Abstract
Background:
Recent budget shortfalls may have resulted in decreases in the number of sexually transmissible infections (STIs) reported from sexually transmitted disease clinics (STDCs) in the United States (US). The objective of this study was to examine the proportion of cases reported from STDCs for three non-viral STIs in the last decade.
Methods:
Data from the national surveillance database on primary and secondary (P&S) syphilis, gonorrhoea and chlamydia cases for 2000–10 were extracted. The percentage of cases reported by STDCs for the nation and for each of the 48 contiguous states were then computed. Finally, the χ2 trend test for proportions was used to determine the annual average decrease/increase in the percentage of cases reported by STDCs for the nation and for each state.
Results:
Results demonstrate that the average annual declines in the proportion of P&S syphilis, gonorrhoea, and chlamydia cases reported from STDCs were 1.43% (P < 0.01), 1.31% (P < 0.01), and 0.31% (P < 0.01), respectively.
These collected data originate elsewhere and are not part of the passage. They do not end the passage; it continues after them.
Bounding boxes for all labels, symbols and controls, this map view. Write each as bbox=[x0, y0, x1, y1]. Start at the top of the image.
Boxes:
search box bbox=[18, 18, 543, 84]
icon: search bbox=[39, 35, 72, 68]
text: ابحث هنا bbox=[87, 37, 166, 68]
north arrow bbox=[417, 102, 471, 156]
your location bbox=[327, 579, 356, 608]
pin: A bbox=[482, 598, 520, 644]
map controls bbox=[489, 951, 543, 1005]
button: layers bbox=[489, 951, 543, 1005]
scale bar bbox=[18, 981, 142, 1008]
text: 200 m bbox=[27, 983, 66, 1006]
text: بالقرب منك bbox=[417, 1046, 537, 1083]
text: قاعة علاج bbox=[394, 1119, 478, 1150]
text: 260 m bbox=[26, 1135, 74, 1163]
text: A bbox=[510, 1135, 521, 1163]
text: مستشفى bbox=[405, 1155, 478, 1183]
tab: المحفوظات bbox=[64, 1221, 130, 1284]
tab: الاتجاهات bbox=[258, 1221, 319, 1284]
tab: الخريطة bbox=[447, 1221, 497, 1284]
Additionally, most of the states with statistically significant trends (P < 0.05) in the proportion of cases reported by STDCs had negative slopes: 86% (25/29) for P&S syphilis, 89% (34/38) for gonorrhoea, and 63% (27/43) for chlamydia.
Conclusion:
These results document the declining role of STDCs in STI prevention and control efforts in the US. Further studies are needed to assess the direct or indirect impact of the decline in the proportion of cases from STDCs on the overall STI control and prevention efforts in the US and its implications for the future.
Keywords: chlamydia, gonorrhoea, syphilis, trend analyses
Introduction
Sexually transmissible infections (STIs) in the US continue to be a public health challenge. Recent estimates indicate that in 2008, the number of new or newly diagnosed cases of eight STIs in the US was almost 20 million, with an estimated lifetime cost of approximately $16 billion dollars (2010 US dollars).1,2 This suggests an increase of over 1 million new or newly diagnosed cases when compared with the 2000 estimate.3 Thus, more effective prevention and control measures are needed.
The surveillance and monitoring activities for STIs provide vital information for assessing the burden of disease and help to inform the planning, implementation, and evaluation of interventions.4 Thus, annual STI surveillance reports produced and disseminated by the Division of Sexually Transmitted Disease Prevention (DSTDP) at the Centers for Disease Control and Prevention (CDC) provide information that plays a vital role in STI control and prevention efforts.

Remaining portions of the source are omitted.